Data extracts:
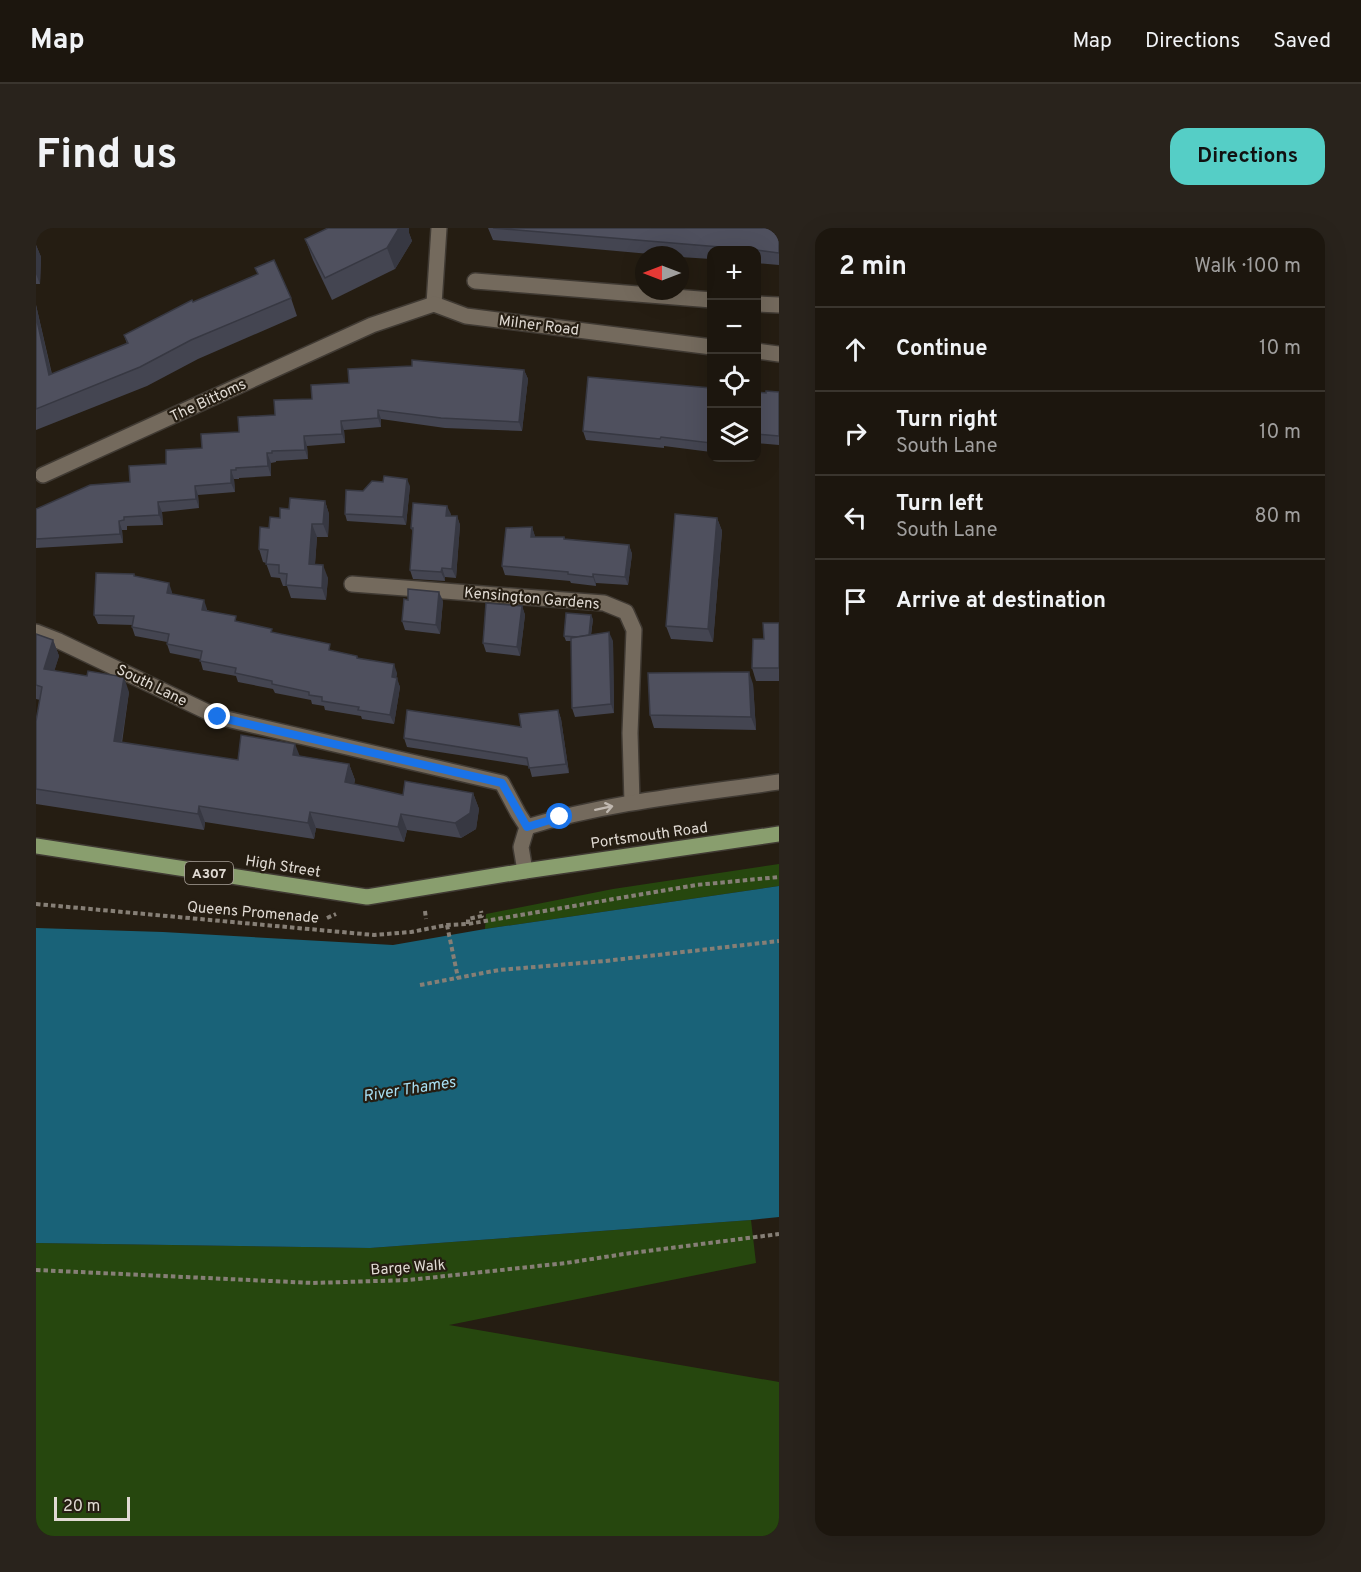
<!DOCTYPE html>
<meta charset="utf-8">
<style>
:root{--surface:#1c160e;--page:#29231c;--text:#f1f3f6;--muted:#a09f9e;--line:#3a352e;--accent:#55cec6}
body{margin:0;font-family:Overpass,sans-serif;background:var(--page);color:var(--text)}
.controls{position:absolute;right:18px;top:18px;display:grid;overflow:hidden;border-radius:12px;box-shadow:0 6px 24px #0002}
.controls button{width:54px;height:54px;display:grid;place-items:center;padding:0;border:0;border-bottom:2px solid var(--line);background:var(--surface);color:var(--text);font:30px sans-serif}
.compass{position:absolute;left:599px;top:18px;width:54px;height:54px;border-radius:50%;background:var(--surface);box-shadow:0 6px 24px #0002;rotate:270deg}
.scale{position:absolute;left:18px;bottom:15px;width:76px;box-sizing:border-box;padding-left:6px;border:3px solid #e0dad3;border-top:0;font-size:16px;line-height:21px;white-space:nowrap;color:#e0dad3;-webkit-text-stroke:4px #251d12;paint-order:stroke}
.stop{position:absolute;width:18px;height:18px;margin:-14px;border:4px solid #1a73e8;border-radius:50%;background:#fff}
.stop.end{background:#1a73e8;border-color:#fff;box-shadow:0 2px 6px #0008}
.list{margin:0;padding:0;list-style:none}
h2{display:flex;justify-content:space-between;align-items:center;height:78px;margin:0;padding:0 24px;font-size:26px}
h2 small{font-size:20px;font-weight:400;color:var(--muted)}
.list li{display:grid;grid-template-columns:39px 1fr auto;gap:18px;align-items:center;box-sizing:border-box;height:84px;padding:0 24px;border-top:2px solid var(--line)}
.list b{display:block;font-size:22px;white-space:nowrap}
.list p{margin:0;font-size:20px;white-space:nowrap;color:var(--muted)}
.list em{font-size:20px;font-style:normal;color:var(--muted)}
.icon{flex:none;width:33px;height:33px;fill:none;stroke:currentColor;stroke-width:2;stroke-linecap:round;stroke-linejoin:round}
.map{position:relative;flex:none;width:743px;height:1308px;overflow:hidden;border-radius:18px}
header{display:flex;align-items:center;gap:36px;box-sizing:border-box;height:84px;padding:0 30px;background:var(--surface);border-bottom:2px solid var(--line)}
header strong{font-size:28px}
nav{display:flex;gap:33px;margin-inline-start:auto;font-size:21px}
.intro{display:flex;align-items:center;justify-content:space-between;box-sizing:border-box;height:144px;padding:0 36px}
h1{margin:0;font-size:42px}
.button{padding:15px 27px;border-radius:18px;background:var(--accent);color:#111;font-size:21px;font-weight:700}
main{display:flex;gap:36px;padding:0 36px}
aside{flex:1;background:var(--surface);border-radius:18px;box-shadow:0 6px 24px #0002}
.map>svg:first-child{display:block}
.green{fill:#26470e}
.water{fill:#196278}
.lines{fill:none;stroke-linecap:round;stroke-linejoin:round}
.minor-casing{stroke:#403a33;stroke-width:18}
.major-casing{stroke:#403a33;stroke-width:18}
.path{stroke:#867f76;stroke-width:4;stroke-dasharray:4.5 3;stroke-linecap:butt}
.minor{stroke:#746a5d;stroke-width:15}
.major{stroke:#899e6e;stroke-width:15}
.wall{fill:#444551}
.shaded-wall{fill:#373842}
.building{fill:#4f505e;stroke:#373842;stroke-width:1.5}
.oneway{stroke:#c0b8b0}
.route{stroke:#1a73e8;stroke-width:8}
.labels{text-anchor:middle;stroke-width:4.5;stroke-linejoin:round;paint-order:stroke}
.shield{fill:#251d12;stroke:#a8a199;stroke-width:1.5}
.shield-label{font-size:14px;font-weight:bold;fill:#e0dad3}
.street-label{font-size:15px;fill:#e0dad3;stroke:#251d12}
.water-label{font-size:16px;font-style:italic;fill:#a7def2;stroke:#251d12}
</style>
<header>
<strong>Map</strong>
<nav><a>Map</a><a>Directions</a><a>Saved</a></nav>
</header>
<div class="intro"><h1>Find us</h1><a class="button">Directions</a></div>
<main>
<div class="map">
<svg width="743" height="1308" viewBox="0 0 743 1308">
<rect width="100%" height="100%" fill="#251d12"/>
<g class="green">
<polygon points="743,636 743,658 449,701 450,686 577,661"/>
<polygon points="715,992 720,1035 413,1097 743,1154 743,1308 0,1308 0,1015 334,1020"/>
</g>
<polygon class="water" points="743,658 743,989 715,992 334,1020 0,1015 0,700 127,704 357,717 449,701"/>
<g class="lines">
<defs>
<g id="minor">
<polyline points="439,53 676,72"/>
<polyline points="398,76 403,0"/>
<polyline points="720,76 743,77"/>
<polyline points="720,123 743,126"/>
<polyline points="7,247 336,97 398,76 430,88 676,119"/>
<polyline points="316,356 568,375 590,384 598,402 594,505 596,574"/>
<polyline points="0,404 23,413 182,489 466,555 482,585 491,599"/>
<path d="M491,599C573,574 659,566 743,554"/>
<polyline points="489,643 485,619 491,599"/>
</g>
<polyline id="major" points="0,618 331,669 489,643 743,606"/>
</defs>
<use href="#minor" class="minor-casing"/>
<use href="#major" class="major-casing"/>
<g class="path">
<polyline points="0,676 338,707 375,704 411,697 432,696 660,657 743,649"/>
<polyline points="389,683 390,691"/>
<polyline points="291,690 300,686"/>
<polyline points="432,696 432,691 446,688 445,683"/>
<polyline points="411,697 422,750"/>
<polyline points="384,757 463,742 569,733 743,713"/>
<polyline points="0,1042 277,1055 373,1052 530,1035 588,1026 743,1006"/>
</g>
<use href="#minor" class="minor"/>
<use href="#major" class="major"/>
</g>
<g class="wall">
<polygon points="452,0 743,0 743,37 720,35 720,22 675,22 675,31 644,29 644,27 625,27 457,12"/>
<polygon points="373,5 376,13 359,41 296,72 277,32 269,11"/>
<polygon points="0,17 5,29 4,56 0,56"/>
<polygon points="219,40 255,70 261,88 162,131 111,158 0,202 0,77 16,146 91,116 88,107 157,74 222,46"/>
<polygon points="488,142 492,151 486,203 409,200 345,191 345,199 308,202 309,215 271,218 272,231 240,233 240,234 235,235 235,248 203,250 203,251 198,251 199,264 162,267 163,280 126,284 127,297 91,298 91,302 86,302 87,315 0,320 0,281 94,254 166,220 313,155"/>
<polygon points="675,160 675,224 628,218 628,220 550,212 547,203"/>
<polygon points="720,164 730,165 743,164 743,217 720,215"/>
<polygon points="374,258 370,297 311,293 309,286 327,263"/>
<polygon points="289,273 293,286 292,309 281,309 279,336 292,350 290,372 255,370 251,358 247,358 244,350 235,349 230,335 227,334 223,321 233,300 253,281"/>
<polygon points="411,278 414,288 421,288 424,297 420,350 409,349 409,353 377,351 374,342 377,305 375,300"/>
<polygon points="681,290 686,303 677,414 635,411 630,398"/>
<polygon points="496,299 499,309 528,309 529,311 593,317 596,326 592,357 560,355 560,358 535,355 534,353 469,347 466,338"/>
<polygon points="98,346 99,348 136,364 136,366 171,381 171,382 202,394 297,423 321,428 322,430 361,445 360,450 364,459 358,496 326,491 325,488 289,482 288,478 276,476 275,472 239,465 237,461 202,454 200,448 167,442 164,431 134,425 131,416 131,414 99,408 96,399 97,397 62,396 58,387"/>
<polygon points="407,373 404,406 369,402 366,393"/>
<polygon points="486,378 489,387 484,428 450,424 447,415"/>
<polygon points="557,391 555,407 577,413 578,485 539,489 536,480 535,413 530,413 528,408"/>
<polygon points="743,395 743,453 720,453 716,440 728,411"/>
<polygon points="0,406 17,412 23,428 18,443 93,464 86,515 202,532 264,528 313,536 319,552 318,556 367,567 437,565 443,581 440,601 425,610 371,602 368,614 280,600 278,611 169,594 168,602 0,576 0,493 4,472 0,471"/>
<polygon points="717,456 720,502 618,500 614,487"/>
<polygon points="522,482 525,491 533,545 496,549 493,538 371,519 368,510 485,499"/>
</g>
<g class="shaded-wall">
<polygon points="363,0 373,0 373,5 376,13 359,41 351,20"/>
<polygon points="0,17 5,29 4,56 0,46"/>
<polygon points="0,77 20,166 13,147 0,88"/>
<polygon points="488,142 492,151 486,203 483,194"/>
<polygon points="342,182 345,191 345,199 342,190"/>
<polygon points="305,193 308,202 309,215 306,206"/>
<polygon points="268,208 271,218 272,231 269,222"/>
<polygon points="231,225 235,235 235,248 232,238"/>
<polygon points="195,242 198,251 199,264 195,255"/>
<polygon points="371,251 374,258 370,297 367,289"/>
<polygon points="159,258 162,267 163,280 160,271"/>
<polygon points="289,273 293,286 292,309 287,296"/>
<polygon points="122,274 126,284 127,297 123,287"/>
<polygon points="411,278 415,286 414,297 410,288"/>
<polygon points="421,288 424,297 420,350 416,341"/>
<polygon points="681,290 686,303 677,414 672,401"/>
<polygon points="83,293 86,302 87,315 84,306"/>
<polygon points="276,296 281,309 278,349 273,336"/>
<polygon points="496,299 499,308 498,318 495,309"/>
<polygon points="593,317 596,326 592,357 589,349"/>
<polygon points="287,337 292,350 290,372 286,360"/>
<polygon points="406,340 409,349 409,353 405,344"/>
<polygon points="557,346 560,355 560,358 557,349"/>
<polygon points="133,355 136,364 134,374 131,365"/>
<polygon points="403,364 407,373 404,406 400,397"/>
<polygon points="168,372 171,381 169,390 166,382"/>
<polygon points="486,378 489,387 484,428 481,419"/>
<polygon points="555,387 557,391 554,414 552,410"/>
<polygon points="573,404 577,413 578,485 575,476"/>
<polygon points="17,412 23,428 14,457 8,441"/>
<polygon points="358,436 361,445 359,458 356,449"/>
<polygon points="713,444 717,456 720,502 715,489"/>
<polygon points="88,449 93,464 83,529 78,513"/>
<polygon points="361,450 364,459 358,496 354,487"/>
<polygon points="522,482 525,491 533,545 530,536"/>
<polygon points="259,516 265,531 257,527"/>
<polygon points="313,536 319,552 315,570 309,554"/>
<polygon points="437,565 443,581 440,601 425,610 419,595"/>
<polygon points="163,578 169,594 168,602 162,586"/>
<polygon points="274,584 280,600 278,611 272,595"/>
<polygon points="365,586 371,602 368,614 362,599"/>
</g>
<g class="building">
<polygon points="292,0 363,0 351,20 289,50 269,11"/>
<polygon points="457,0 743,0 743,25 720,22"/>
<polygon points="238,32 255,70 155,112 104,139 0,181 0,88 13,147 92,115 88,107 156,72 157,74 222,46 219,40"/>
<polygon points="376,132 488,142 483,194 405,190 342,182 342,190 305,193 306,206 268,208 269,222 236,223 236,225 231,225 232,238 200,240 200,242 195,242 195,255 159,258 160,271 122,274 123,287 88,289 88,292 83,293 84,306 0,311 0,281 54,257 94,254 93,238 130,236 130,222 166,220 165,206 203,204 202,189 239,187 238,172 276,171 275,157 313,155 312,141 376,138"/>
<polygon points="552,149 675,160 675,215 625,209 624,211 547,203"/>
<polygon points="730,163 743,164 743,208 720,206 720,164 730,165"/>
<polygon points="348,248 371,251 367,289 309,286 310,262 327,263 336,253 347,254"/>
<polygon points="254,270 289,273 287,296 276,296 273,336 287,337 286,360 250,357 251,346 243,345 243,337 230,336 232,322 223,321 224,299 233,300 234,289 244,290 244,280 253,281"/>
<polygon points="377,275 411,278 410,288 421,288 416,341 406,340 405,344 374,342 377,300 375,300"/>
<polygon points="639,286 681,290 672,401 630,398"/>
<polygon points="496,299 495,309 528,309 528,311 593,317 589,349 557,346 557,349 532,346 532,344 466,338 470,300"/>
<polygon points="60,345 98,346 98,348 133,355 131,365 168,372 166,382 200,388 199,393 236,401 235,404 294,416 293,422 321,428 321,430 358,436 356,449 361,450 354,487 322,482 323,479 286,473 286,469 273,467 273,464 236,456 236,453 199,445 200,440 164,433 166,423 131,416 133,406 96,399 98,388 58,387"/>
<polygon points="372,361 403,364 400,397 366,393 368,371 372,372"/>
<polygon points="450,375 486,378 481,419 447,415"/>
<polygon points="530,385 555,387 553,407 541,409 528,408"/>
<polygon points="727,395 743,395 743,440 716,440 717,411 728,411"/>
<polygon points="573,404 575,476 536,480 535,410"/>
<polygon points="0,406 17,412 8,441 51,448 52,443 88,449 78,513 202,532 205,507 259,516 257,527 313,536 309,554 367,567 369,553 437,565 434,585 419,595 365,586 362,599 274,584 272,595 163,578 162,586 0,561 0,493 6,459 0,457"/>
<polygon points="713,444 715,489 614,487 612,445"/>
<polygon points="371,482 485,499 483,486 522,482 530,536 493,540 491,530 368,510"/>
</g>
<defs><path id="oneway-shaft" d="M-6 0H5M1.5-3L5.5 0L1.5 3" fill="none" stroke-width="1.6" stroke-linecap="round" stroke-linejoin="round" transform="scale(1.5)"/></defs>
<use class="oneway" href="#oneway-shaft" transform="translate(568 580) rotate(-12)"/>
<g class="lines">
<polyline class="route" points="182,489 466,555 491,599 524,589"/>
</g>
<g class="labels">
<rect class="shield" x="149" y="634" width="48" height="22" rx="4.5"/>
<g class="shield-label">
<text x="173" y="650">A307</text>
</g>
<g class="street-label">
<text transform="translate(503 97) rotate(7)" y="5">Milner Road</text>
<text transform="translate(172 172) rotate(-25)" y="5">The Bittoms</text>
<text transform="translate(496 370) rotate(5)" y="5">Kensington Gardens</text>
<text transform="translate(116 457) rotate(26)" y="5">South Lane</text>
<text transform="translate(613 607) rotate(-8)" y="5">Portsmouth Road</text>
<text transform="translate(247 638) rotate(9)" y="5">High Street</text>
<text transform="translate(217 684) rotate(5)" y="5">Queens Promenade</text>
<text transform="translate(372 1039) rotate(-4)" y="5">Barge Walk</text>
</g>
<g class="water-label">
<text transform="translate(373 860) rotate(-9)" y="6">River Thames</text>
</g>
</g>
</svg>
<div class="controls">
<button>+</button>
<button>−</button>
<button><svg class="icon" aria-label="locate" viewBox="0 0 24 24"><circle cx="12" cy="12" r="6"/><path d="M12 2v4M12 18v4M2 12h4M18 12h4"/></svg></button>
<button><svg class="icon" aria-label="layers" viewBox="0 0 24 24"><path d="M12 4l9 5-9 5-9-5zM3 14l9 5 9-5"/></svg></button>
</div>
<svg class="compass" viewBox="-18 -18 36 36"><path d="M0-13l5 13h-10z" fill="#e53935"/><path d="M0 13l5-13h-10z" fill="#a09f9e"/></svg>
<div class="scale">20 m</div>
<div class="stop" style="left:524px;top:589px"></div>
<div class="stop end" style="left:182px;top:489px"></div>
</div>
<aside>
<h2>2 min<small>Walk · 100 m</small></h2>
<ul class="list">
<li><svg class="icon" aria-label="ahead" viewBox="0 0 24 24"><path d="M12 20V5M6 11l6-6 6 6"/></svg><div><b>Continue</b></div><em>10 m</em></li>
<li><svg class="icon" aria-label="right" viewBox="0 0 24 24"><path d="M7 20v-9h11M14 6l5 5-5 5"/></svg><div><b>Turn right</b><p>South Lane</p></div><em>10 m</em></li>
<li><svg class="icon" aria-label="left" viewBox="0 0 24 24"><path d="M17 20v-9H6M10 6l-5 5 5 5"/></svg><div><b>Turn left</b><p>South Lane</p></div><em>80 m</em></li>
<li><svg class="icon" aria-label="arrive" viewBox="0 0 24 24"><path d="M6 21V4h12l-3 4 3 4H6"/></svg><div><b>Arrive at destination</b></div></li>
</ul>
</aside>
</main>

Your objective:
If a line of the listing above contains "controls", pick it out and copy it.

Exercise response:
.controls{position:absolute;right:18px;top:18px;display:grid;overflow:hidden;border-radius:12px;box-shadow:0 6px 24px #0002}
.controls button{width:54px;height:54px;display:grid;place-items:center;padding:0;border:0;border-bottom:2px solid var(--line);background:var(--surface);color:var(--text);font:30px sans-serif}
<div class="controls">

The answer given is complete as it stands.